Comparisons

Materials for class on Tuesday, October 3, 2017

Slides
Comparing things
Feedback for today

Slides

Download the slides from today’s lecture.

Comparing things

Sparklines

Create in Excel
Create in Word, HTML, and Adobe products with AtF Spark
Create in R by saving really really tiny PDFs or PNGs

Small multiples

Create in R with facets

Lollipops

Download Lord of the Rings data

First, we load the libraries we’ll need for all the examples. We’ll use tidyverse in both; we’ll use forcats in the lollipop chart and ggrepel in the slopegraph.

library(tidyverse)
library(forcats)
library(ggrepel)

We load the CSV file into R and save it as a variable, or an object, named lotr. We use fct_inorder() inside a mutate command to make the Film variable an ordered factor so that the films plot in the correct order.

lotr <- read_csv("data/Lord_Of_The_Rings.csv") %>%
  mutate(Film = fct_inorder(Film, ordered = TRUE))

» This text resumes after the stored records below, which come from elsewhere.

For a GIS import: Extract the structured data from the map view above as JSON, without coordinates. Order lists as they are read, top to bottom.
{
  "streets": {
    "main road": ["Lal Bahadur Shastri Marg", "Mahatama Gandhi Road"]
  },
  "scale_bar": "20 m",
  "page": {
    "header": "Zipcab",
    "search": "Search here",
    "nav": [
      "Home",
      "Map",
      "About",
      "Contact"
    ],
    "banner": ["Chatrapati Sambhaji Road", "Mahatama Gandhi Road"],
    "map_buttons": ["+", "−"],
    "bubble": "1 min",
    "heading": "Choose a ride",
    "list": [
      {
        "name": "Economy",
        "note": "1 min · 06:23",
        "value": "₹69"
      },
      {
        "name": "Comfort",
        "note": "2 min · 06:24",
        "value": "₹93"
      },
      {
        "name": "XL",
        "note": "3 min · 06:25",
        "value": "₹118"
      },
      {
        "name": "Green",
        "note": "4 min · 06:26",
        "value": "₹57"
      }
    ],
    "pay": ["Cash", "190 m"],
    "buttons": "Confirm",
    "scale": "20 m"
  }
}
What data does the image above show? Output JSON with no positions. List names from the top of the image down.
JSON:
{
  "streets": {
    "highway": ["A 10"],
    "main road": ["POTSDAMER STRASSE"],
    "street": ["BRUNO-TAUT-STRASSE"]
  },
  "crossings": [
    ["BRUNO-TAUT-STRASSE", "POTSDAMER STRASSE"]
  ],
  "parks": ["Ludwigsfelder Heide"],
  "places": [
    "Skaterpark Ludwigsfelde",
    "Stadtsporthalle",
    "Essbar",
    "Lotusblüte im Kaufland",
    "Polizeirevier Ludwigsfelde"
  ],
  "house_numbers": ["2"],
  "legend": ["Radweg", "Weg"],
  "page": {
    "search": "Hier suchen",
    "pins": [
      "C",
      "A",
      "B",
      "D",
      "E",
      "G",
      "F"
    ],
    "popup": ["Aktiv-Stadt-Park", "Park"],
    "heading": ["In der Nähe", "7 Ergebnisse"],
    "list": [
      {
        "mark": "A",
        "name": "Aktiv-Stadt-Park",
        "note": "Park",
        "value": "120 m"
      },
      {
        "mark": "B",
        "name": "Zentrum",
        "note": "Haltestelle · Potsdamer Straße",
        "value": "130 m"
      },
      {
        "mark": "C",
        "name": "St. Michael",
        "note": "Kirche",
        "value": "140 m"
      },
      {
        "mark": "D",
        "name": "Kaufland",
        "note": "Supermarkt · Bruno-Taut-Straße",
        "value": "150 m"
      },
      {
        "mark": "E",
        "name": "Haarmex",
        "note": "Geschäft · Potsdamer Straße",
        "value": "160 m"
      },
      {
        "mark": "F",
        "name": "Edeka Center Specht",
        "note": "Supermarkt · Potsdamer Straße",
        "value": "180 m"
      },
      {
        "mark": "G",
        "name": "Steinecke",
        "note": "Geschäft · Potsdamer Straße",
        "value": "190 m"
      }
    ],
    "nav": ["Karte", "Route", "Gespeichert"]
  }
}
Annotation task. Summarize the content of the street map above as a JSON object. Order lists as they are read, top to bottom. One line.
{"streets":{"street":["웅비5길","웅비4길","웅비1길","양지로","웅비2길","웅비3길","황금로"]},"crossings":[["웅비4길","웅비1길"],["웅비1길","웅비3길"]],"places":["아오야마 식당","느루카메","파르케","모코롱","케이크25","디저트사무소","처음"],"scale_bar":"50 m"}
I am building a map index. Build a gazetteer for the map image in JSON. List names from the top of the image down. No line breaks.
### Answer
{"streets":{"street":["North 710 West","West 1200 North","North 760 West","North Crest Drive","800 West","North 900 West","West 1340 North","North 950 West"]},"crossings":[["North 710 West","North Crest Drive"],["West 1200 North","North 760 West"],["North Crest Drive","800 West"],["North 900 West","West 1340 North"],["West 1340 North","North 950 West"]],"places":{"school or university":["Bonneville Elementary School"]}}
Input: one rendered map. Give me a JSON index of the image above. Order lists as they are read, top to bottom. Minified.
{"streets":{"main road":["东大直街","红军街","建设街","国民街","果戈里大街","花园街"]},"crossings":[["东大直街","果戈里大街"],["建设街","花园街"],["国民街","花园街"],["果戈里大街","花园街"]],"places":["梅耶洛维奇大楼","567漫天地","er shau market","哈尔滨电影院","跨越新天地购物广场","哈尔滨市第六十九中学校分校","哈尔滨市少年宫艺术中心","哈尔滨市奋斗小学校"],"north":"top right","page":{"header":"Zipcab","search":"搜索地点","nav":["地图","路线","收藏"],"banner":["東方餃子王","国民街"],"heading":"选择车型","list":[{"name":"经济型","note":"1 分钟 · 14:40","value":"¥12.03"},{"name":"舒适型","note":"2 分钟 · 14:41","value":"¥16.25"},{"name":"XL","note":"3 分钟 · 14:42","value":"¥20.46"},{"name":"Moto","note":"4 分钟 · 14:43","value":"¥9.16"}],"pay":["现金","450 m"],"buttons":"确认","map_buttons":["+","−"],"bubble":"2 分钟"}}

Next we summarize the data by race and gender. We can output the summarized table as a Markdown table with knitr::kable(). Remember that this syntax means that we’re using the kable() function inside the knitr package without actually loading it. Alternatively, you can run library(knitr) to load the package and then use kable() as needed without the double colon ::.

race_gender <- lotr %>% 
  group_by(Race, Gender) %>%
  summarize(total_words = sum(Words))

knitr::kable(race_gender)

Race	Gender	total_words
Elf	Female	1743
Elf	Male	1994
Hobbit	Female	16
Hobbit	Male	8780
Man	Female	669
Man	Male	8043

We can plot this summarized data, mapping variables to different aesthetics in the plot. A few things to note:

geom_pointrange() is what makes the lollipops. It takes two aesthetics: ymin and ymax. Here we want ymin to be zero so that all the lines start at the axis, but in other situations you could set it to an actual variable.
position_dodge() and width is what tells the point ranges to be plotted side-by-side.
coord_flip() rotates the whole plot so that the x-axis becomes the y-axis and vice versa.⊕ Alternatively, you can avoid using coord_flip() by using geom_pointrangeh() (and all the other *h functions like geom_barh and geom_colh() in the ggstance library.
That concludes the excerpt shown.